Filter the entries and keep only the lines where the string "Find" appears.

Collected data entries
**********

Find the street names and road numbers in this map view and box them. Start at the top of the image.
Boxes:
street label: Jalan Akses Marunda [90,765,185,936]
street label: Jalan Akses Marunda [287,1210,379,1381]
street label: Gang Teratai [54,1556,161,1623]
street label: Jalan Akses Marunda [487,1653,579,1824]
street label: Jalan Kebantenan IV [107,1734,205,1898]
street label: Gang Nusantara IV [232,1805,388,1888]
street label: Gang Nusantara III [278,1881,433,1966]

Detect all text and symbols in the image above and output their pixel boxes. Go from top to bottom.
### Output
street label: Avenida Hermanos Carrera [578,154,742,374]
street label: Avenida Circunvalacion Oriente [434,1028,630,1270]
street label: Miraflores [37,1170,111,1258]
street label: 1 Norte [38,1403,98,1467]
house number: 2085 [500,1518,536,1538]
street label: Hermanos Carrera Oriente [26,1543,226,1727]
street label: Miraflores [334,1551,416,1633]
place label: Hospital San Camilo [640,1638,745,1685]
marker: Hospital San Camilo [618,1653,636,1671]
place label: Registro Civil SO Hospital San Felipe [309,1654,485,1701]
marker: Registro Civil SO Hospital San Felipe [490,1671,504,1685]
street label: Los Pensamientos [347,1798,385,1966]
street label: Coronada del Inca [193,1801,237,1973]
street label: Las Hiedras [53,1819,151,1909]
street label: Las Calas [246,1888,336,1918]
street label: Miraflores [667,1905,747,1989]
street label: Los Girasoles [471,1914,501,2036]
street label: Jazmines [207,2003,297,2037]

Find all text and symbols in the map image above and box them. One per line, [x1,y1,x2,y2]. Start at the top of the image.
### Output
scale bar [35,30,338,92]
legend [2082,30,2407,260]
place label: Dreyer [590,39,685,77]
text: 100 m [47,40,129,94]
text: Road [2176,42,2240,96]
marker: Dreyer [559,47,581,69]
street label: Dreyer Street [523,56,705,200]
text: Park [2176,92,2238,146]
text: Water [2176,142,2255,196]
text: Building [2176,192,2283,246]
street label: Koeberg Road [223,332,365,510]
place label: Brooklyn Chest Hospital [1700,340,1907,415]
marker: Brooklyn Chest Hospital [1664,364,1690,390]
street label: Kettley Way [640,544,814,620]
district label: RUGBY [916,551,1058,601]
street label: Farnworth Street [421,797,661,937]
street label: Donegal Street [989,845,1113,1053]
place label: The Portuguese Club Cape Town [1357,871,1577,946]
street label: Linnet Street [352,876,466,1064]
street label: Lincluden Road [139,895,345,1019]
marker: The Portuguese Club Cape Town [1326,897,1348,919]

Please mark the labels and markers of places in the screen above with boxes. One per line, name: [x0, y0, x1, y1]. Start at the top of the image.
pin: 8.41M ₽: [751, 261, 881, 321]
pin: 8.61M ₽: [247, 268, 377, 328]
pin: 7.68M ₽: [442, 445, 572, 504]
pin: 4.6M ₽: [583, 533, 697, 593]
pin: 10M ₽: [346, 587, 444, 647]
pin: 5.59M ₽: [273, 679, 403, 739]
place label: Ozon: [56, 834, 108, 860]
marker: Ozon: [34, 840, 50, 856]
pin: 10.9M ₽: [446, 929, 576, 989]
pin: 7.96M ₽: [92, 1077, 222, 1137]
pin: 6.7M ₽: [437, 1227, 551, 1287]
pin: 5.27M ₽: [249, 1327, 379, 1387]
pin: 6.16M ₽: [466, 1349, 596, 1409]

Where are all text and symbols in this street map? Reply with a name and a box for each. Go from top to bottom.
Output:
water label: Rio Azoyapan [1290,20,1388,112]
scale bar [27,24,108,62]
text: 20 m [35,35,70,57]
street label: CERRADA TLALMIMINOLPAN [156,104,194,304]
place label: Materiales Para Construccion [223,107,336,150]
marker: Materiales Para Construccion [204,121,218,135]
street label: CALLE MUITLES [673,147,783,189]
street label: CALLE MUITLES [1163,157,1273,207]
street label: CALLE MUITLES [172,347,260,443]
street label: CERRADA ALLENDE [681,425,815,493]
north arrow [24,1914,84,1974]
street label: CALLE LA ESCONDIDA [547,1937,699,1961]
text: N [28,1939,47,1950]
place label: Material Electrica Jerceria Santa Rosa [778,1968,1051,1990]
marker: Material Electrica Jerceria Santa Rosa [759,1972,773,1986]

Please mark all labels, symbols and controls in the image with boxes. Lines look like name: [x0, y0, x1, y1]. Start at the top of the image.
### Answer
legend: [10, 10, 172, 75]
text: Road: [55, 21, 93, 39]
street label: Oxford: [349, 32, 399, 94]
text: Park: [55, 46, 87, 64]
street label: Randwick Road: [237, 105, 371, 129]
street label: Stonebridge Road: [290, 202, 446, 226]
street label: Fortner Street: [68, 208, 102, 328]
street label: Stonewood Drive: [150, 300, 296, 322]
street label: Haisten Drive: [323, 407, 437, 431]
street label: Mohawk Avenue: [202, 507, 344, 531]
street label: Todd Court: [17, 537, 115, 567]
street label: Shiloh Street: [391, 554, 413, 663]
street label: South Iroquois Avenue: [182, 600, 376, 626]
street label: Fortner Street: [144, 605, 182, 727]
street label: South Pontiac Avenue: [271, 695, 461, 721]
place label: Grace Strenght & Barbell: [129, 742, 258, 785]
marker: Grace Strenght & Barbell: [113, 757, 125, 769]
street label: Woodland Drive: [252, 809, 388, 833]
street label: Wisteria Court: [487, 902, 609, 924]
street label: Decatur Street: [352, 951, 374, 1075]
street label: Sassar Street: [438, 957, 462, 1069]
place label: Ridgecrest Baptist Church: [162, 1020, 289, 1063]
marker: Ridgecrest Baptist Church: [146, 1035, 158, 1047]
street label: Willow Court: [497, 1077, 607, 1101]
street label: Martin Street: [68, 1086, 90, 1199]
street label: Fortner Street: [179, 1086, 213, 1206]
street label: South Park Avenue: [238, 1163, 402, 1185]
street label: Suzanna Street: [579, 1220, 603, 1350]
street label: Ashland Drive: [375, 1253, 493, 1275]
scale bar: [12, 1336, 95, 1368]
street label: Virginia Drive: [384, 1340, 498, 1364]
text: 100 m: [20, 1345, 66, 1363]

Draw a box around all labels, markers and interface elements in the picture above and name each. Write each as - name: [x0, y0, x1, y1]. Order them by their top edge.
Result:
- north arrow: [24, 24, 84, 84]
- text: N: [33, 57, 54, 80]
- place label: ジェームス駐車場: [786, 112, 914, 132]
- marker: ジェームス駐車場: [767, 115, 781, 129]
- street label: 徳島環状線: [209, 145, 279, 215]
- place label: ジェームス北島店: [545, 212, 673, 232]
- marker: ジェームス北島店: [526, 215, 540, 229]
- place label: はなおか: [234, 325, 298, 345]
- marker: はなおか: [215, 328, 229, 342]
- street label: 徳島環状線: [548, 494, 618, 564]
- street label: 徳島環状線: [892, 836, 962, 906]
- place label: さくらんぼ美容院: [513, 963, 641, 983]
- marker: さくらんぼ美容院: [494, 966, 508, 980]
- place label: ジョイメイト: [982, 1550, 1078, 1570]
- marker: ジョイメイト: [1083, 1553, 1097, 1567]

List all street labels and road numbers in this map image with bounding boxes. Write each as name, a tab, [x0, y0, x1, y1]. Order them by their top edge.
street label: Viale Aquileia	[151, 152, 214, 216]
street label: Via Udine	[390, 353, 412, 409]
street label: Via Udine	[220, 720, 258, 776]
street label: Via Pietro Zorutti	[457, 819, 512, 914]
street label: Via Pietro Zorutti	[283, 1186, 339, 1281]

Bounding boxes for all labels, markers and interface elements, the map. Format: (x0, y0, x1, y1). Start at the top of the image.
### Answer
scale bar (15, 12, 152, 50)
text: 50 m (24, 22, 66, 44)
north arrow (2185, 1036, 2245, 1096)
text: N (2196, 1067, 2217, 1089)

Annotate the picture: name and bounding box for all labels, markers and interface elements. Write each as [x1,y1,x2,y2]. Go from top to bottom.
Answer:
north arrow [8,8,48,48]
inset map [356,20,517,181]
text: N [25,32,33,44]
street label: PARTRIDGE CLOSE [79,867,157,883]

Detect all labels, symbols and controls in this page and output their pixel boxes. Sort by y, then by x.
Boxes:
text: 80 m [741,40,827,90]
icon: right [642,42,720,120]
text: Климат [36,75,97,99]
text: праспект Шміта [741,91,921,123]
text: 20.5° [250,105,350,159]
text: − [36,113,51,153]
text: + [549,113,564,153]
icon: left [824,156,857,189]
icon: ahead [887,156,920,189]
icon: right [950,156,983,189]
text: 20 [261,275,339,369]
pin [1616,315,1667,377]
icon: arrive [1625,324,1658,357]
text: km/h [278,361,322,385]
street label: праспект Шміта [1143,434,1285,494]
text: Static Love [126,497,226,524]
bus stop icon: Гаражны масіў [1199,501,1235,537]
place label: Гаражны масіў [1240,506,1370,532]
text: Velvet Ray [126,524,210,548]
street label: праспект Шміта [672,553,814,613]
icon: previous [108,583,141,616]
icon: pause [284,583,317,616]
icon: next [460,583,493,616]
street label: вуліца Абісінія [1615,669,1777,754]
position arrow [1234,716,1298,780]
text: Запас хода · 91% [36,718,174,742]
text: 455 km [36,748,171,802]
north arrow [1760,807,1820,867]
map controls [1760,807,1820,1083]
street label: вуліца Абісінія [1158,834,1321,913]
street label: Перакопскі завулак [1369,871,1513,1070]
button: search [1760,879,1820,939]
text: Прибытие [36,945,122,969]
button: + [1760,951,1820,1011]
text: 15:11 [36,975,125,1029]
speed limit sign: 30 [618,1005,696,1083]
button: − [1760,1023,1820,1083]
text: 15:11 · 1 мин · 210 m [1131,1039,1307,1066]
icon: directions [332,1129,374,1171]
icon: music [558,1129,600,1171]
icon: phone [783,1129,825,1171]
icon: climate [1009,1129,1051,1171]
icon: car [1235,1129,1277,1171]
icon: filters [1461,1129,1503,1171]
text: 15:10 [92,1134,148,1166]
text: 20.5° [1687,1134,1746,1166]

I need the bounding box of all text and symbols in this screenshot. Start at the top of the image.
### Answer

**********

» SOLUTION TO THIS TASK:
Find the street names and road numbers in this map view and box them. Start at the top of the image.
Find all text and symbols in the map image above and box them. One per line, [x1,y1,x2,y2]. Start at the top of the image.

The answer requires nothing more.